#### [What you have to do]
Scan the entries below for "controls" and copy each line that holds it.

(Provided data Opens)

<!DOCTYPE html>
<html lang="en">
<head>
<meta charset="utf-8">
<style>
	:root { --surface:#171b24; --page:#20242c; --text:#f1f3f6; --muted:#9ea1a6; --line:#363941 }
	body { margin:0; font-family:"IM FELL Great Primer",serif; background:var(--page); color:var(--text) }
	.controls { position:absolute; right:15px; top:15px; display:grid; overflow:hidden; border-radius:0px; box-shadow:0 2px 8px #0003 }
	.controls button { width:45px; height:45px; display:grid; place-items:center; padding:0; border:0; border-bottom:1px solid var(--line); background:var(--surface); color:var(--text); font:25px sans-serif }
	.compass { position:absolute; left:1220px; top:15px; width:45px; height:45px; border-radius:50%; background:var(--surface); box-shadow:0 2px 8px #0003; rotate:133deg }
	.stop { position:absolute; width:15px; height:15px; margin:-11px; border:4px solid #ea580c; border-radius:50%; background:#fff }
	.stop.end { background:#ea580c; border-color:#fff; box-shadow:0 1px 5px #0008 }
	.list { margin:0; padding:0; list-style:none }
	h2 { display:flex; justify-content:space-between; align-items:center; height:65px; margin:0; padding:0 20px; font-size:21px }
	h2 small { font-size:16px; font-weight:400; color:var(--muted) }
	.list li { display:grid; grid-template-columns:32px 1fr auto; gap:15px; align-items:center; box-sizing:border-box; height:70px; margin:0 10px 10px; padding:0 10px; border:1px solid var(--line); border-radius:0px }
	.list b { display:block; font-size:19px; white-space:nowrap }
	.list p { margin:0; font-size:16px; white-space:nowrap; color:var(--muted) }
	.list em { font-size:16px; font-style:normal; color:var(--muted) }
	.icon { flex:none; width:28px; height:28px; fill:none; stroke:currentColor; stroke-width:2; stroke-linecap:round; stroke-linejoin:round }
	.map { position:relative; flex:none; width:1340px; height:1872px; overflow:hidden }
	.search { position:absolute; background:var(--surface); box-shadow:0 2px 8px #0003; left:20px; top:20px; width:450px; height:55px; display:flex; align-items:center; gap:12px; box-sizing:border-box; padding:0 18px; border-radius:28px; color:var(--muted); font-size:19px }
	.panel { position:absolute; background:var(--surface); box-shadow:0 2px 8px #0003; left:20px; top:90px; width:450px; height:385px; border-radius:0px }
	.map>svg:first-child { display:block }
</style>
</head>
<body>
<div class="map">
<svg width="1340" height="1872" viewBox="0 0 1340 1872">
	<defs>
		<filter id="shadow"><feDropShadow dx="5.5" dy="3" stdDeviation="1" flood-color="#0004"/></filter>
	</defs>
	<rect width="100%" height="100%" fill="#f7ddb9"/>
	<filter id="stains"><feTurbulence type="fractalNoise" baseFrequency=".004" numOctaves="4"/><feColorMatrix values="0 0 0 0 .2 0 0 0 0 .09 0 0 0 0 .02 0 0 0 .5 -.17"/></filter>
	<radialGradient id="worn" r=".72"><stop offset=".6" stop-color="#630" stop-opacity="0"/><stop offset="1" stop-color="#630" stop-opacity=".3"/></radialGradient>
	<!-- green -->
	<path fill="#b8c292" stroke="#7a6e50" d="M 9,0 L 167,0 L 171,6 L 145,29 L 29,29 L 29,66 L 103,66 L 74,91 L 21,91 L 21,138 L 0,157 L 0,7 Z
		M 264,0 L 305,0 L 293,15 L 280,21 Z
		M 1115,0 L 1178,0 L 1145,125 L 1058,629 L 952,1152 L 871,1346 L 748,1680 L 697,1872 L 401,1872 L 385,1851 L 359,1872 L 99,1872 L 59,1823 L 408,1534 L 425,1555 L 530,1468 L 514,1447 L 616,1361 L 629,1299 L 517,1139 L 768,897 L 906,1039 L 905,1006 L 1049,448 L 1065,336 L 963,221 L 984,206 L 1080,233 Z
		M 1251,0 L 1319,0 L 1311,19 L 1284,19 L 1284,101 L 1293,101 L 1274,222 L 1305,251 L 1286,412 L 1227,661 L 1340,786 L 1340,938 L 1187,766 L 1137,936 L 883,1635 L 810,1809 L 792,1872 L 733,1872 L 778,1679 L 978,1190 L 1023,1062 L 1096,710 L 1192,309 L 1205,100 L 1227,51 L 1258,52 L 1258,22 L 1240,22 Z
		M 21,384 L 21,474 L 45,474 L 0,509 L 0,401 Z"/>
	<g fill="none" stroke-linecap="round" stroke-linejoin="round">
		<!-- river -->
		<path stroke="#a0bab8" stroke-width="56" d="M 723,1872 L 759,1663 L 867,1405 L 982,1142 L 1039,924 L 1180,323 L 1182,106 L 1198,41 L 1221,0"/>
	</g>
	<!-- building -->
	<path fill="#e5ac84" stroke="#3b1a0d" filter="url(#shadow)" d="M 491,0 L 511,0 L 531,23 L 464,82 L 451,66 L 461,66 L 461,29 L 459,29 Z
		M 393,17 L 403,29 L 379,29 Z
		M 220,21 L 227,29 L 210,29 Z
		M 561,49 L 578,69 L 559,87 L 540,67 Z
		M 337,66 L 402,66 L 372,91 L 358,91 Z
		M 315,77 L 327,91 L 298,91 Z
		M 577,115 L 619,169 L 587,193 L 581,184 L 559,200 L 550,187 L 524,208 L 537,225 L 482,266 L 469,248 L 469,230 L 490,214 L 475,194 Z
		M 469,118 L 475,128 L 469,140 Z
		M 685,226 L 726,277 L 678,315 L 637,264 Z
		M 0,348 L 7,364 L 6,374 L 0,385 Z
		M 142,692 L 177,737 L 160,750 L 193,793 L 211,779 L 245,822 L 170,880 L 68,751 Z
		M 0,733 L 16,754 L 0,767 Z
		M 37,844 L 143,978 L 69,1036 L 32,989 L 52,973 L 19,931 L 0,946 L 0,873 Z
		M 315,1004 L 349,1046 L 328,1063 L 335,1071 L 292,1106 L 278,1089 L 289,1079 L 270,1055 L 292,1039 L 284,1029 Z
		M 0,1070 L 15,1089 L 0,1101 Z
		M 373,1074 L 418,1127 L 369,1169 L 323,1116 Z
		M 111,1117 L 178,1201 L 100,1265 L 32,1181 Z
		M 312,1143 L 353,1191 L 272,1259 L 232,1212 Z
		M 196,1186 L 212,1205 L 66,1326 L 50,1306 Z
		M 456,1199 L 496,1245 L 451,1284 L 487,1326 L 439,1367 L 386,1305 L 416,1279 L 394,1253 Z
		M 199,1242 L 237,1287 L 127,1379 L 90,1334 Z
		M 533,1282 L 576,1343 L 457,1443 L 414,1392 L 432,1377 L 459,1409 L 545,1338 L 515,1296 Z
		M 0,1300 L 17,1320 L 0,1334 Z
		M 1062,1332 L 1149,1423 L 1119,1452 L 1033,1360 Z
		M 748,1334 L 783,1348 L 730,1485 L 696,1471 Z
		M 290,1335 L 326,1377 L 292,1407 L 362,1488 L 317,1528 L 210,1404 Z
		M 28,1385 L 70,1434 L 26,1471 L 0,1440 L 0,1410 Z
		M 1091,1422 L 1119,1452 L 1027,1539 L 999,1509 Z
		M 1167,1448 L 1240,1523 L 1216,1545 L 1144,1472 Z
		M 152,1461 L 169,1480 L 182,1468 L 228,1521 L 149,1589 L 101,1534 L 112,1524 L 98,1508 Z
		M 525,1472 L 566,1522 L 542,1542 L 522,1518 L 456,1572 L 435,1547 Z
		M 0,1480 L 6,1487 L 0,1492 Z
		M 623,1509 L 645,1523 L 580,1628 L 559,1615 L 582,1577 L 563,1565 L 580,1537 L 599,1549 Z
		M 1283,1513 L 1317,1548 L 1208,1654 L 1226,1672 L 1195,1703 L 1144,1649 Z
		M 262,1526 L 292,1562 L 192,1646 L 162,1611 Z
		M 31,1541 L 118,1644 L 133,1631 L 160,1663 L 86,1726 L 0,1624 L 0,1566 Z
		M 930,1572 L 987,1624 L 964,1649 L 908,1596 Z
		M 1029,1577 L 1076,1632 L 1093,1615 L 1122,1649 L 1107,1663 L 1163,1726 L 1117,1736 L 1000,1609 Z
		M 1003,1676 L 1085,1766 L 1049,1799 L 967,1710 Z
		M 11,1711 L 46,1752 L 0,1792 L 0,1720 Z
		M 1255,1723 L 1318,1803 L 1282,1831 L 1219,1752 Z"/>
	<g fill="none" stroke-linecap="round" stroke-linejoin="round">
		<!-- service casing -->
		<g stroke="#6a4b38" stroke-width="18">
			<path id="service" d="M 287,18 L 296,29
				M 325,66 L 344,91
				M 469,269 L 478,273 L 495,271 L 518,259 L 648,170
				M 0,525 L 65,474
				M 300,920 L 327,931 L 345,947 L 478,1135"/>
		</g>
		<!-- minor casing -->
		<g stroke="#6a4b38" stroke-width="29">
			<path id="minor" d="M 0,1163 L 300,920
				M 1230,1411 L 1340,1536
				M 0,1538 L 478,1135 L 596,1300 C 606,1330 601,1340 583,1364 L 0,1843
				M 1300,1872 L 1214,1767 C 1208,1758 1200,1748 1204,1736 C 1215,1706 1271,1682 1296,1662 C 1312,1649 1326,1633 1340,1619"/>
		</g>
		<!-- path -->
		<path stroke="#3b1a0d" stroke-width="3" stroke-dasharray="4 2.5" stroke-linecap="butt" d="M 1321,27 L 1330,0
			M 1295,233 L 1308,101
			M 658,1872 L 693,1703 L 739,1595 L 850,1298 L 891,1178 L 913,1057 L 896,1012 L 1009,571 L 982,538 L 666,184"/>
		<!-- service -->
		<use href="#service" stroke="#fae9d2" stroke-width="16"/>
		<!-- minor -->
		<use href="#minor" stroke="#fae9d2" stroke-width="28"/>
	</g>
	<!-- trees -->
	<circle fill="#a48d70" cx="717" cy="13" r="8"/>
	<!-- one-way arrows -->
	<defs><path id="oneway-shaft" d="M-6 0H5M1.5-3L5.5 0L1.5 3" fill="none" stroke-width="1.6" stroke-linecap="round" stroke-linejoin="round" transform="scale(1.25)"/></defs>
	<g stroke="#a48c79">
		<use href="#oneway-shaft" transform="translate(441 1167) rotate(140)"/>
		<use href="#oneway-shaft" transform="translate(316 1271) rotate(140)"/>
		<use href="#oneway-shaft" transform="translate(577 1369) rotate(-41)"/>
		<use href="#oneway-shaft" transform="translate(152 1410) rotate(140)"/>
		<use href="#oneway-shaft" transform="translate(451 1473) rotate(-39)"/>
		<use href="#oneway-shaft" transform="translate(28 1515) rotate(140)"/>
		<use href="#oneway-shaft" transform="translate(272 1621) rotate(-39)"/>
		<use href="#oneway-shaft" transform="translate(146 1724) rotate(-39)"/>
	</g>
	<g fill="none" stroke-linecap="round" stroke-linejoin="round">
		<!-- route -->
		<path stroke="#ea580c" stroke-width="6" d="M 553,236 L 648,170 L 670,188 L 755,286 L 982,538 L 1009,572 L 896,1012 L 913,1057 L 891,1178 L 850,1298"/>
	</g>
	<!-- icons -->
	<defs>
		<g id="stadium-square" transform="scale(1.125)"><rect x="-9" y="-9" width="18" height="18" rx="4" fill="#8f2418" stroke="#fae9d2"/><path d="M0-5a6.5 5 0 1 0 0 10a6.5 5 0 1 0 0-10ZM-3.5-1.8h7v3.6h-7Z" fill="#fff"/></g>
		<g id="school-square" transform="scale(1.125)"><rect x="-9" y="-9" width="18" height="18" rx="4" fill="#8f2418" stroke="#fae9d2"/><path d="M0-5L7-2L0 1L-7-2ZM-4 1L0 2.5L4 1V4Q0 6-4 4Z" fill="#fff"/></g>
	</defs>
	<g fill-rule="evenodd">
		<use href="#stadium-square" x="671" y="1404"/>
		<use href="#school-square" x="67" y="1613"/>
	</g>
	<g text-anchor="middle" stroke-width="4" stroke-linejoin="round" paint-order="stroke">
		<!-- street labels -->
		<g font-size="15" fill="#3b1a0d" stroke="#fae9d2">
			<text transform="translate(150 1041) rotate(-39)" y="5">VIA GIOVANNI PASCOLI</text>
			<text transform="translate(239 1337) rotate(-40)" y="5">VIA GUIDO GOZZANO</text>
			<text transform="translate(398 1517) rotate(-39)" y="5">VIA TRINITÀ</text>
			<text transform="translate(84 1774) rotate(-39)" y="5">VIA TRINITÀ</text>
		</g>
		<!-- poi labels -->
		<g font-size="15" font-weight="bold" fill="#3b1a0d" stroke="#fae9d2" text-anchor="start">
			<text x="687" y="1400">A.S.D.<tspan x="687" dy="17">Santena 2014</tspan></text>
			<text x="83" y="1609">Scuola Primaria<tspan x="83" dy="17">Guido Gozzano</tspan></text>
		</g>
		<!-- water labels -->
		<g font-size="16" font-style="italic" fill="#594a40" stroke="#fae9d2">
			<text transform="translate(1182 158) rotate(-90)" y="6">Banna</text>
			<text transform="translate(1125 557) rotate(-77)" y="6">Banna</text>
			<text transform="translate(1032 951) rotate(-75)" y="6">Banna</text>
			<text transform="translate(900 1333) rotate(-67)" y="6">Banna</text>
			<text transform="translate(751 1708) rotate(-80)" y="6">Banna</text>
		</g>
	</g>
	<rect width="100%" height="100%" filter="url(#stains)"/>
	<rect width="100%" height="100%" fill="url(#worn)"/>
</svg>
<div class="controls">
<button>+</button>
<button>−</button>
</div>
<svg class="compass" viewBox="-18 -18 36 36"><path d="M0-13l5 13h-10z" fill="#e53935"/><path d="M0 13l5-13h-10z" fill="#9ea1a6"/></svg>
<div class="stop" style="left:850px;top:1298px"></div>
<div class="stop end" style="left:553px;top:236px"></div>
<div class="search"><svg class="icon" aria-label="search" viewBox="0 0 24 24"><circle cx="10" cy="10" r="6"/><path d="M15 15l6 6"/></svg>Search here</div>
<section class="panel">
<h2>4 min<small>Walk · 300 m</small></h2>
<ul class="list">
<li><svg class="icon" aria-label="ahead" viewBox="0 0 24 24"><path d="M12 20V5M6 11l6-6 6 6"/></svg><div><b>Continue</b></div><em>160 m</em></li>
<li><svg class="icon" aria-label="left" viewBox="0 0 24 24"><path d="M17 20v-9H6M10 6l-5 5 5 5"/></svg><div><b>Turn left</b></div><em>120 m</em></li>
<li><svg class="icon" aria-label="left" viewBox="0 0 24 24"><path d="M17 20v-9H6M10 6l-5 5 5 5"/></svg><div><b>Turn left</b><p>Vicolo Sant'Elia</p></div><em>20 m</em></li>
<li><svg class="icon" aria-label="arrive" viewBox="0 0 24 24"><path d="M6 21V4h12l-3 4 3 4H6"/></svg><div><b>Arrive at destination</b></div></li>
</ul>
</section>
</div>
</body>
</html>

(Provided data Closes)

#### [Response to the exercise]
	.controls { position:absolute; right:15px; top:15px; display:grid; overflow:hidden; border-radius:0px; box-shadow:0 2px 8px #0003 }
	.controls button { width:45px; height:45px; display:grid; place-items:center; padding:0; border:0; border-bottom:1px solid var(--line); background:var(--surface); color:var(--text); font:25px sans-serif }
<div class="controls">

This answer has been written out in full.